I recently started learning PHP as my first programming language and I love it so far. But the amount of negativity and hatred I see towards PHP on the internet (even among so-called PHP lovers) makes me question my decision of learning PHP.
My main purpose for learning PHP is for web-development. I have looked into java code and I felt like I am going to shit pants if I have to learn that.
2 questions.
- Am I wasting my time with PHP?
- What are some good alternative for web-development that preferably doesn't have a steep learning curve?
There is pretty much new independent PHP engines nowadays, one of my favorite is an embedded PHP5 implementation named PH7 written in ANSI C and following the SQLite3 coding style (very impressive) http://ph7.symisc.net
PHP is addictive.
You can create whole web app in one PHP file from scratch and it will have everything including API and DB management layer and be secure and fully functioning.
And it will work on all servers and on all operating systems.
Millions are made by average developers developing themes and plugins for wordpress.
Hard to beat all that.
#drama is for queens :)
I think the only hope PHP has of continuing development is if someone big like Facebook can add some direction to it. Maybe they will but I think last I checked even they were giving up on using it for much more then a thin veneer to their back end services.
I think what's important here is that PHP developers shouldn't look past the curtain. The whole web stack is a house of cards. The state of PHP doesn't change that. ;)
PHP is powering a huge industry. A lot of money is flowing on PHP code, from PHP developers banging out code for paying clients to companies like Facebook which got started as PHP apps. Wordpress powers a ridiculous number of companies which run on its code.
PHP may be a mess, but lets keep things in perspective. The state of what really matters is alive and well.
HN white knights JavaScript but hates PHP. I can't figure it out. Each language is horrible in similar ways.
Writing in PHP is a war against the platform - that's why PHP code tends to look like a battlefield...
He complains about how internals lacks leadership, so why doesn't step up and fill that void instead of running away?
PHP will be useful if the bloat is eliminated. Just plain procedural scripting, simple, straight - Nothing else is needed. By the way, that is my view of any scripting language. Languages used to write complex systems should be type safe and strictly structured.
Is this just a case of meritocracy at play?
I haven't followed the full discussion and events leading up to here, but would it be very wrong to assume this just a case of a bystander starting a discussion that didn't really catch on with any of the active maintainers?

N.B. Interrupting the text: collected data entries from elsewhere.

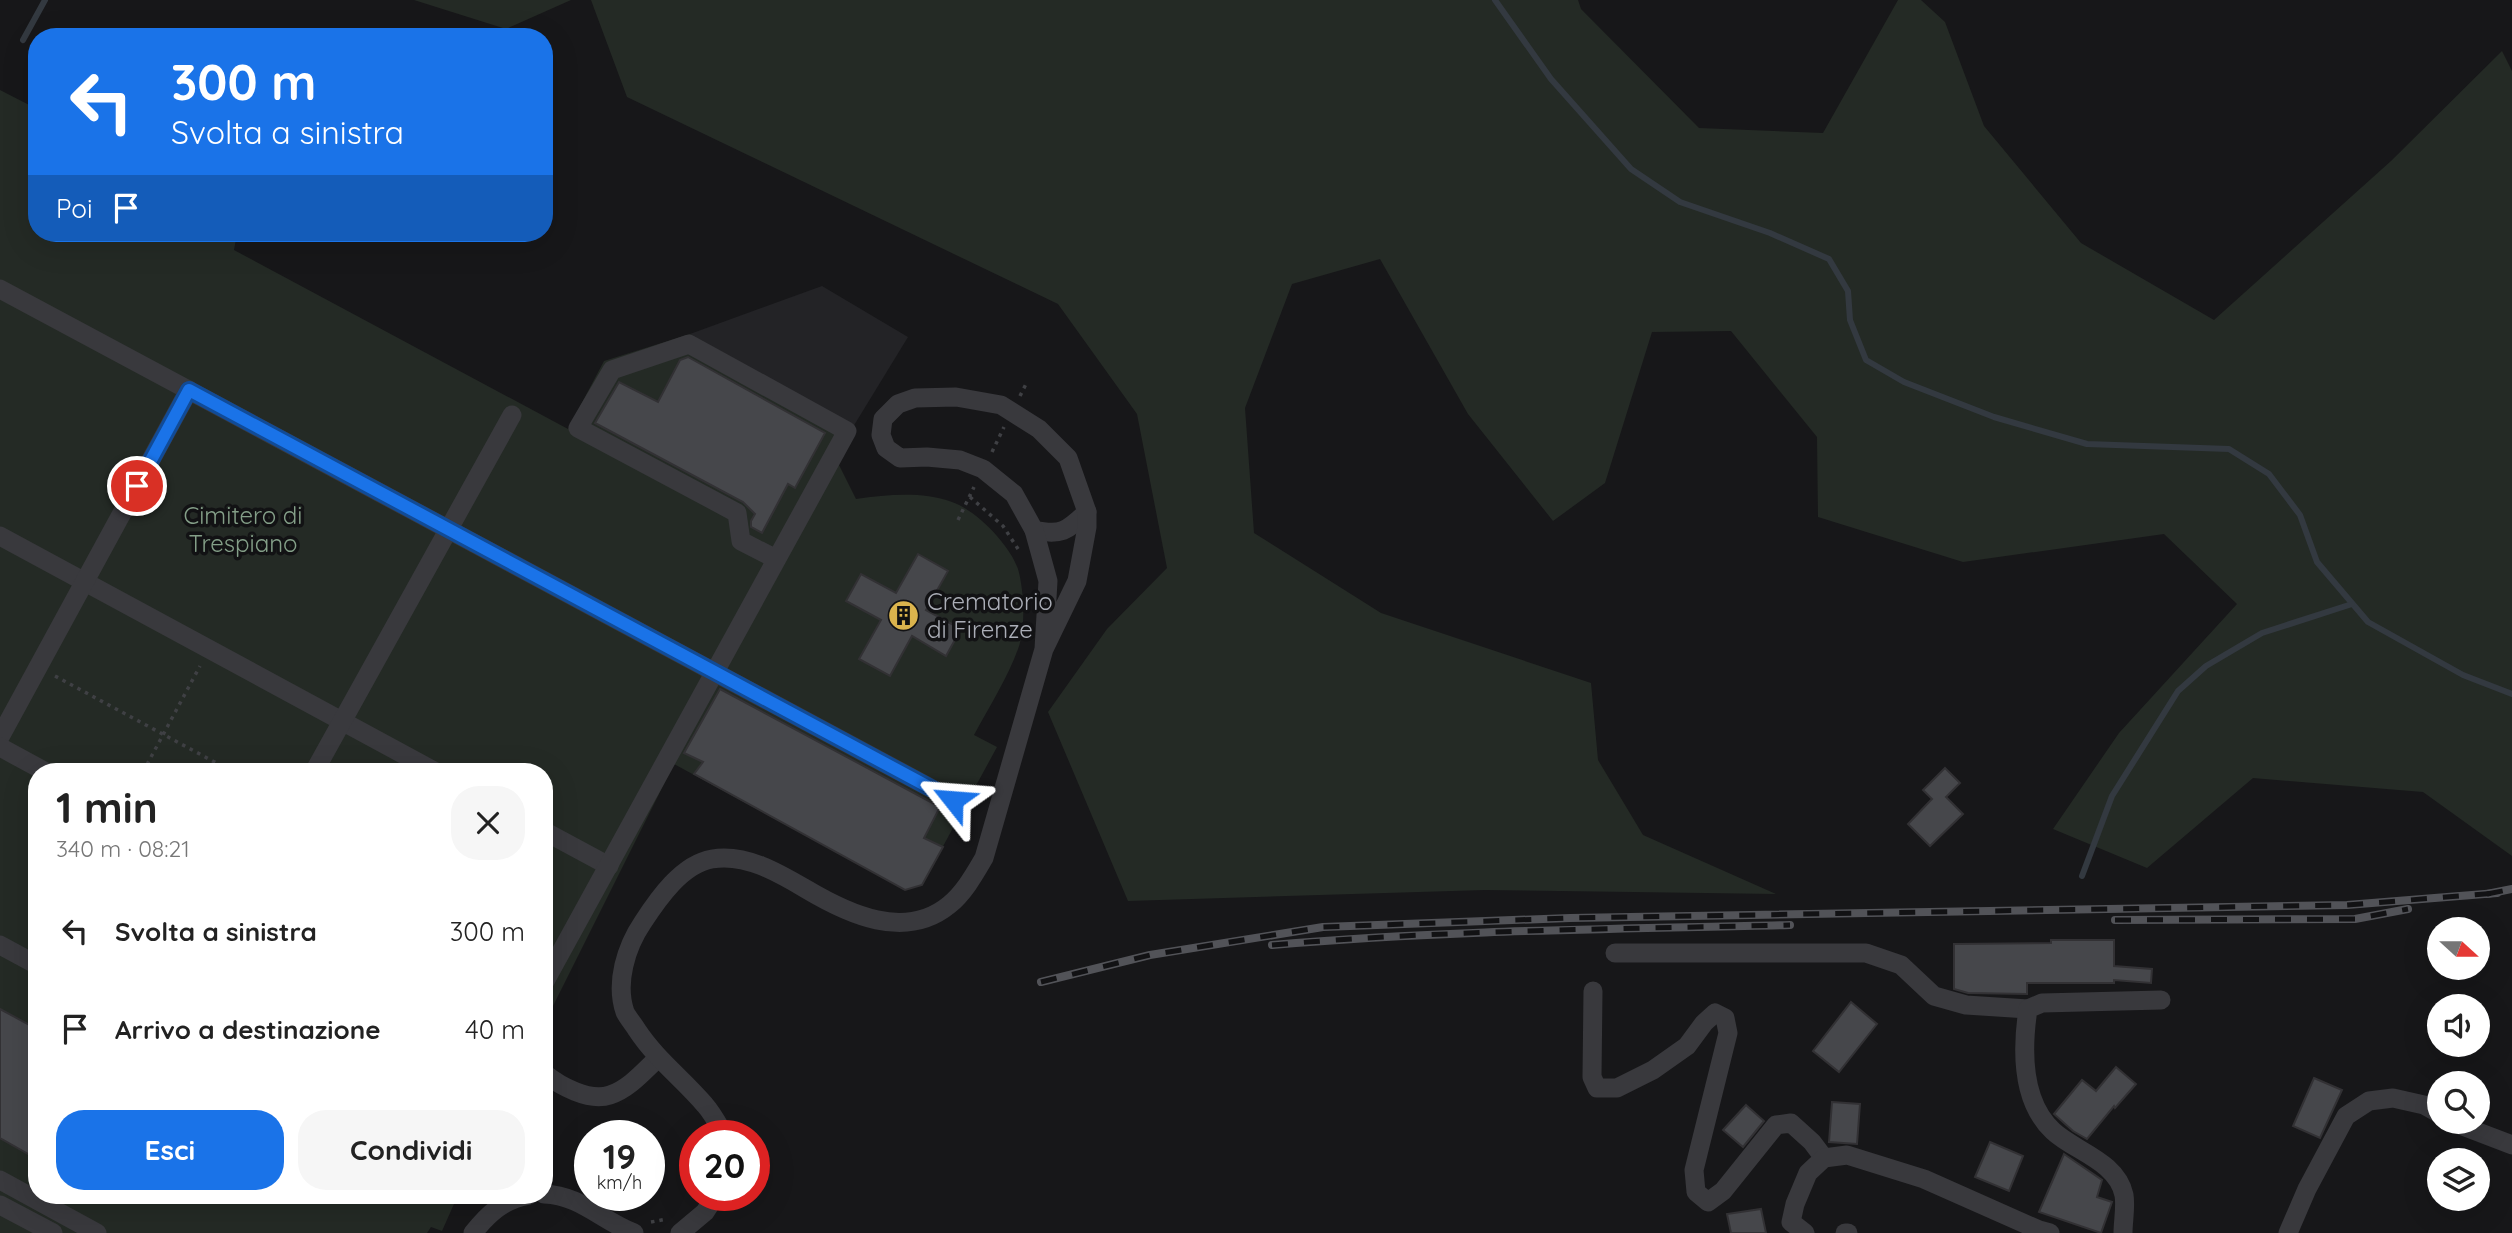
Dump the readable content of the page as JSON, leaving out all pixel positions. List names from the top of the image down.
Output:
{
  "parks": ["Cimitero di Trespiano"],
  "places": {
    "building": ["Crematorio di Firenze"]
  },
  "north": "right",
  "page": {
    "turn": ["300 m", "Svolta a sinistra"],
    "then": "Poi",
    "heading": ["1 min", "340 m · 08:21"],
    "list": [
      {
        "name": "Svolta a sinistra",
        "value": "300 m"
      },
      {
        "name": "Arrivo a destinazione",
        "value": "40 m"
      }
    ],
    "buttons": ["Esci", "Condividi"],
    "speed": "19 km/h",
    "limit": "20"
  }
}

Slightly off topic, but relevant question: how many people move away from PHP because they get too annoyed to work with it - even if it does "work" - and how many are moving from other languages _to_ PHP because they had enough of another language.
Move to Python, I'm sure the community can benefit from your skills. I see no future in PHP development. If the core is rotten ,you can have the best libs in the world (symfony,doctrine,...) in the end you still need to face PHP architectural problems. Or back to the JVM maybe.
Am I the only one who feels like this is a temper-tantrum of somebody who wanted to be in charge of more toys, punctuated with some salient (but obvious) points about PHP?